DATASET.
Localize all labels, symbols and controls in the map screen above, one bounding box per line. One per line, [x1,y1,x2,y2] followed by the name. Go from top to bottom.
==
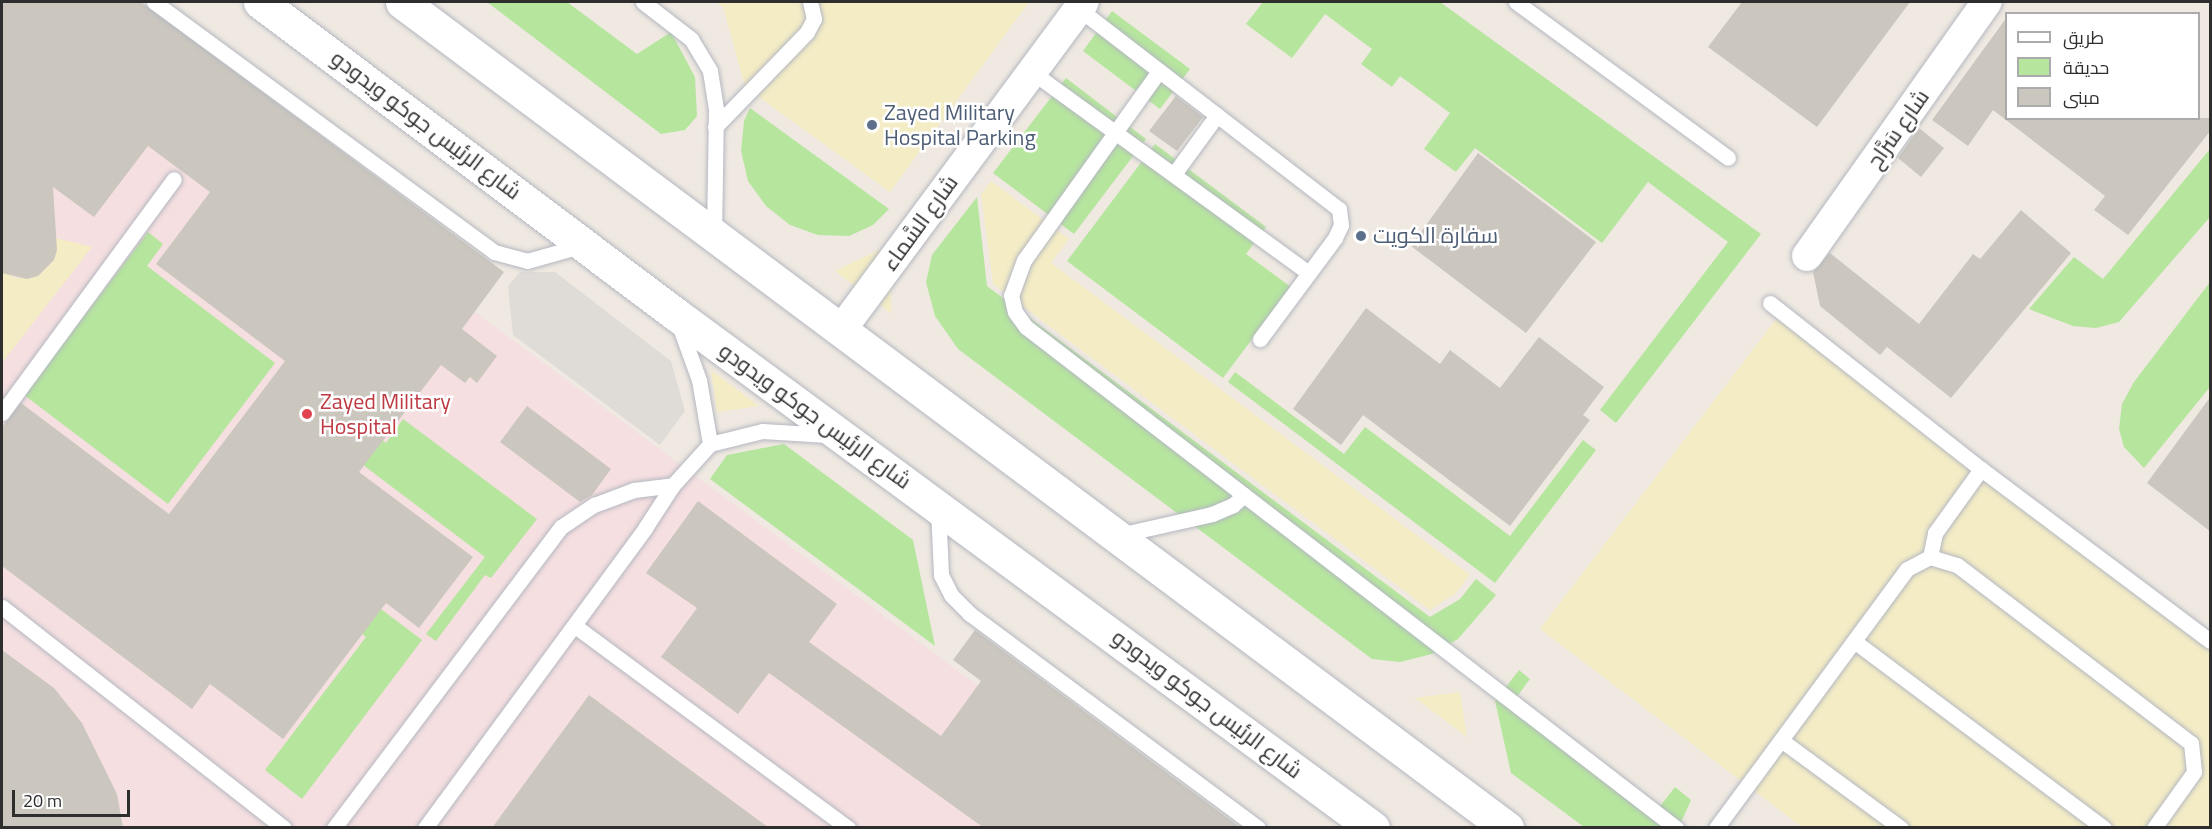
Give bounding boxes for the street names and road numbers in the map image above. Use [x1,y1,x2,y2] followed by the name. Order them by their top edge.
==
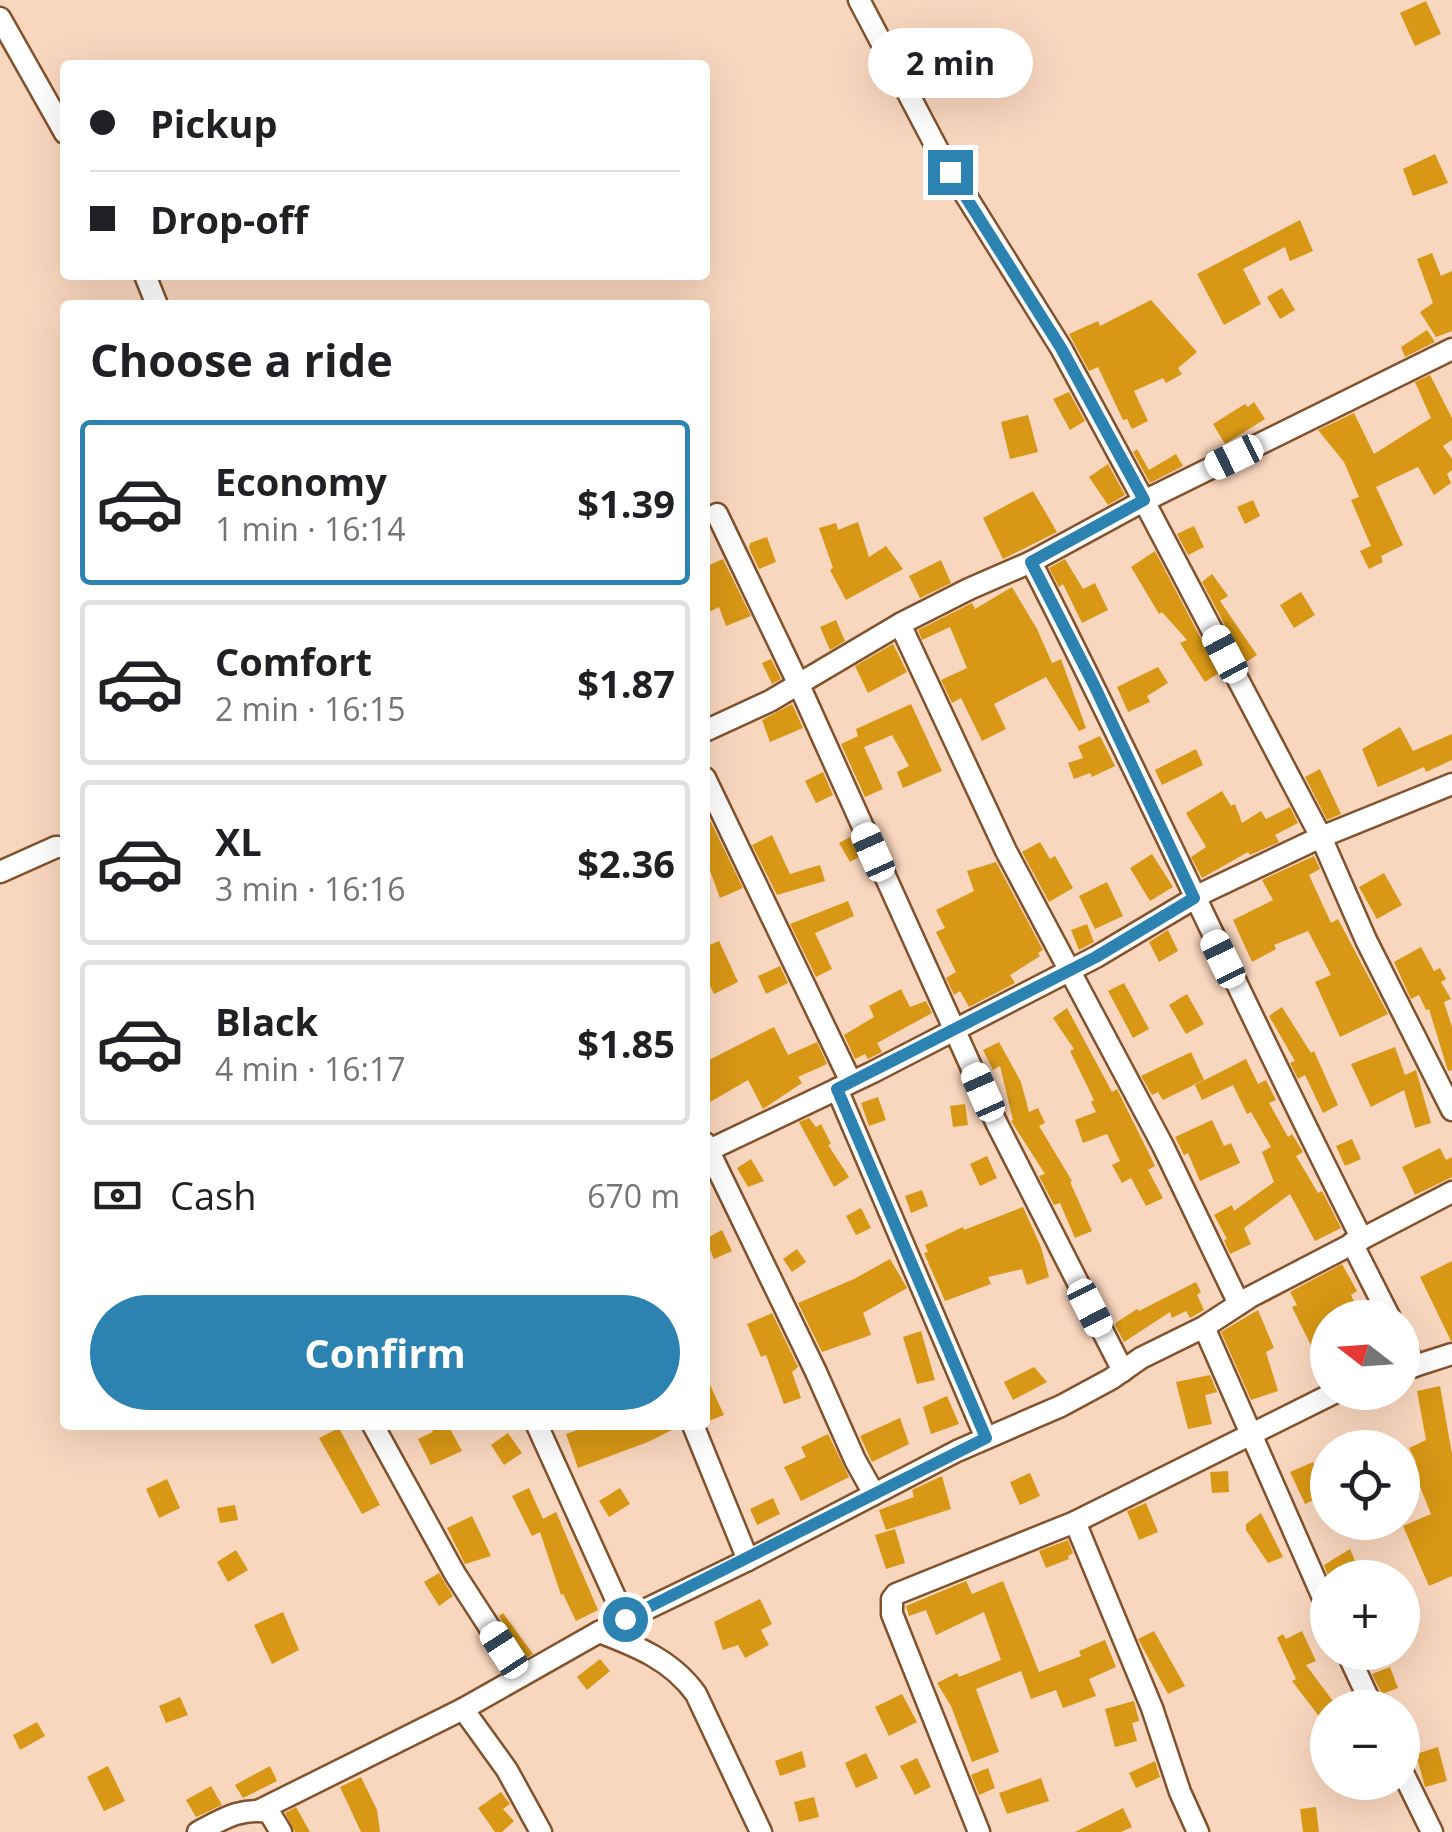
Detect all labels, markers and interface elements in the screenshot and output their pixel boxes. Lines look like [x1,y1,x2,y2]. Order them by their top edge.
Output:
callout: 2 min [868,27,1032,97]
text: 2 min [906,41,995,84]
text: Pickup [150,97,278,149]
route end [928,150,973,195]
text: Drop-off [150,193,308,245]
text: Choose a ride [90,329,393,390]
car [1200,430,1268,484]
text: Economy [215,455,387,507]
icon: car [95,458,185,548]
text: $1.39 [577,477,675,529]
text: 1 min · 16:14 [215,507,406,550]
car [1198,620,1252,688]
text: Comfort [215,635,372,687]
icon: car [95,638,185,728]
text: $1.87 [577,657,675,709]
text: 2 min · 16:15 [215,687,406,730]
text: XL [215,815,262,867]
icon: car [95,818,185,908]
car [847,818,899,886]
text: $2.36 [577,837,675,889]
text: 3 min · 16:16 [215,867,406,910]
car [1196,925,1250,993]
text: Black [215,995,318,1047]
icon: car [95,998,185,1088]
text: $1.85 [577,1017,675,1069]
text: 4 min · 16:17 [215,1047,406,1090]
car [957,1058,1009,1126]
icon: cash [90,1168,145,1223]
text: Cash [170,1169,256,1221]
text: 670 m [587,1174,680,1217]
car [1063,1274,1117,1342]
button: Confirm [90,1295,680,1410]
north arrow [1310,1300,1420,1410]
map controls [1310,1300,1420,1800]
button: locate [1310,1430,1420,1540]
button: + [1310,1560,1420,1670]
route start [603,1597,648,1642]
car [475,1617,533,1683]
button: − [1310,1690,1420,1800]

TASK PROMPT. Scan the material line by line and report each one that contains "above".

SOLVED EXERCISE.
Localize all labels, symbols and controls in the map screen above, one bounding box per line. One per line, [x1,y1,x2,y2] followed by the name. Go from top to bottom.
Give bounding boxes for the street names and road numbers in the map image above. Use [x1,y1,x2,y2] followed by the name. Order them by their top edge.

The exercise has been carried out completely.